[Start of Attachment]

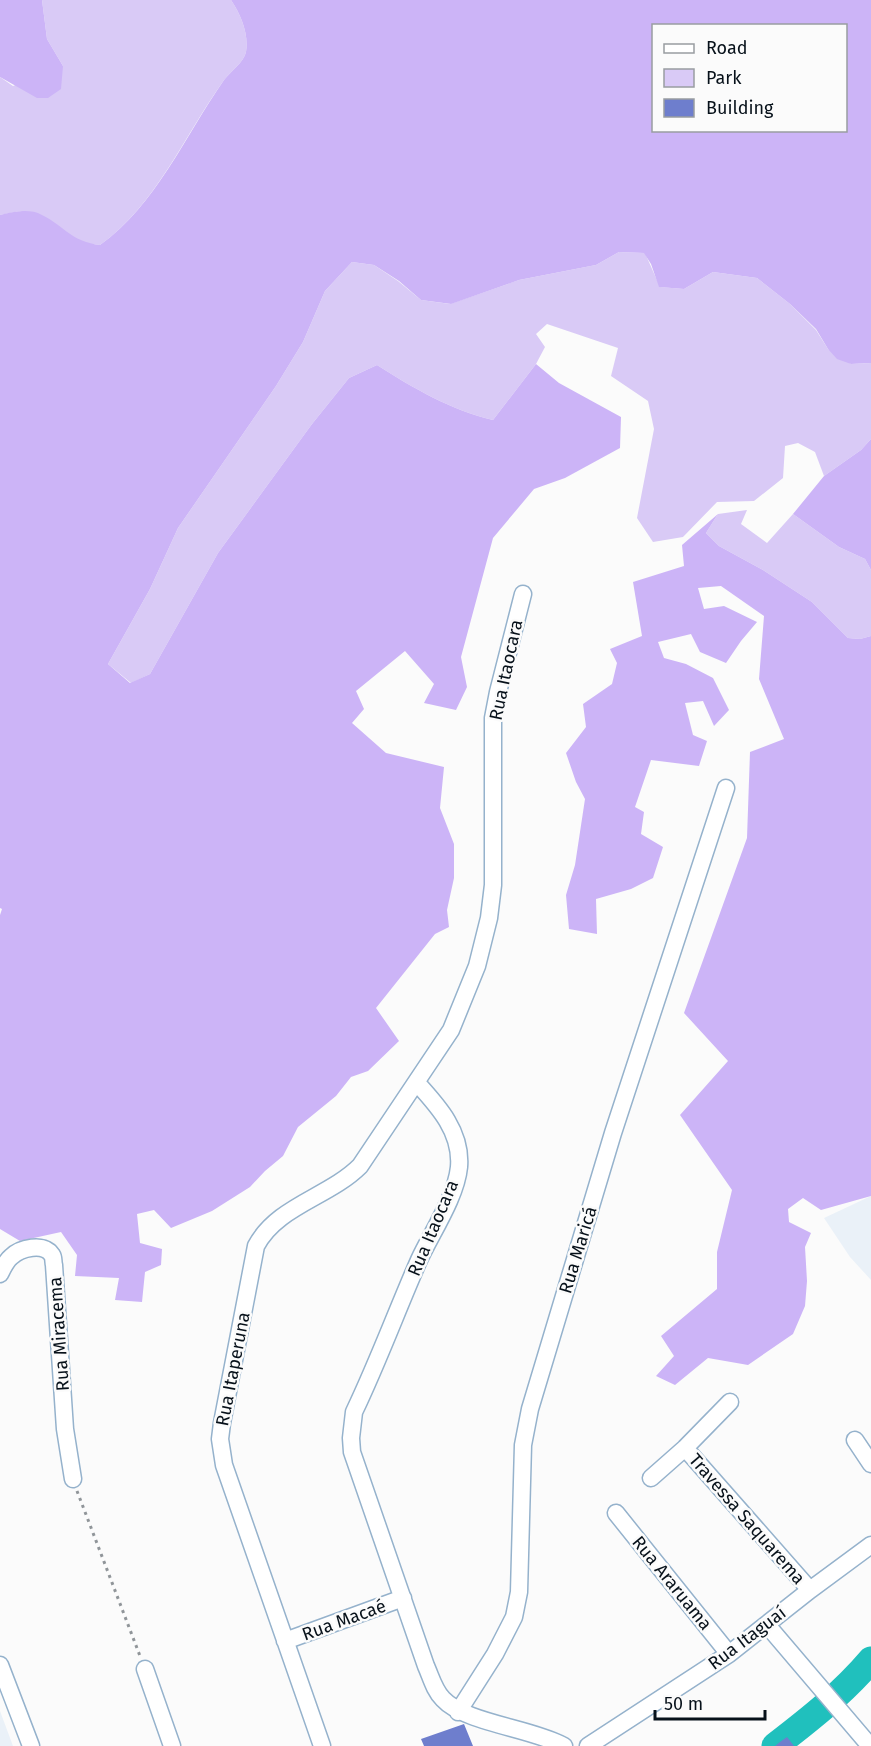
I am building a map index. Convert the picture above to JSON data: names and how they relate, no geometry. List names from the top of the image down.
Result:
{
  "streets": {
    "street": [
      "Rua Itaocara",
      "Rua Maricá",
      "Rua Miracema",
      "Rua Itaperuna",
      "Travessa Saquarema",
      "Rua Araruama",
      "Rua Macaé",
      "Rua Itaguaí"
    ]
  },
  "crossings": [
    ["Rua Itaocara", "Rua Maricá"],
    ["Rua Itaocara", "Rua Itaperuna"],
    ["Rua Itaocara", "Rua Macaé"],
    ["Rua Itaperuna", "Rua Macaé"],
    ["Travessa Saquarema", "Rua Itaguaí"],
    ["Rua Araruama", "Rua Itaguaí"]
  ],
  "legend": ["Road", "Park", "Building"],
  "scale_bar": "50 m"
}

[End of Attachment]

Exercise goal: Omit the pictures and repeat the rest of the listing verbatim.

Answer section:
I am building a map index. Convert the picture above to JSON data: names and how they relate, no geometry. List names from the top of the image down.
Result:
{
  "streets": {
    "street": [
      "Rua Itaocara",
      "Rua Maricá",
      "Rua Miracema",
      "Rua Itaperuna",
      "Travessa Saquarema",
      "Rua Araruama",
      "Rua Macaé",
      "Rua Itaguaí"
    ]
  },
  "crossings": [
    ["Rua Itaocara", "Rua Maricá"],
    ["Rua Itaocara", "Rua Itaperuna"],
    ["Rua Itaocara", "Rua Macaé"],
    ["Rua Itaperuna", "Rua Macaé"],
    ["Travessa Saquarema", "Rua Itaguaí"],
    ["Rua Araruama", "Rua Itaguaí"]
  ],
  "legend": ["Road", "Park", "Building"],
  "scale_bar": "50 m"
}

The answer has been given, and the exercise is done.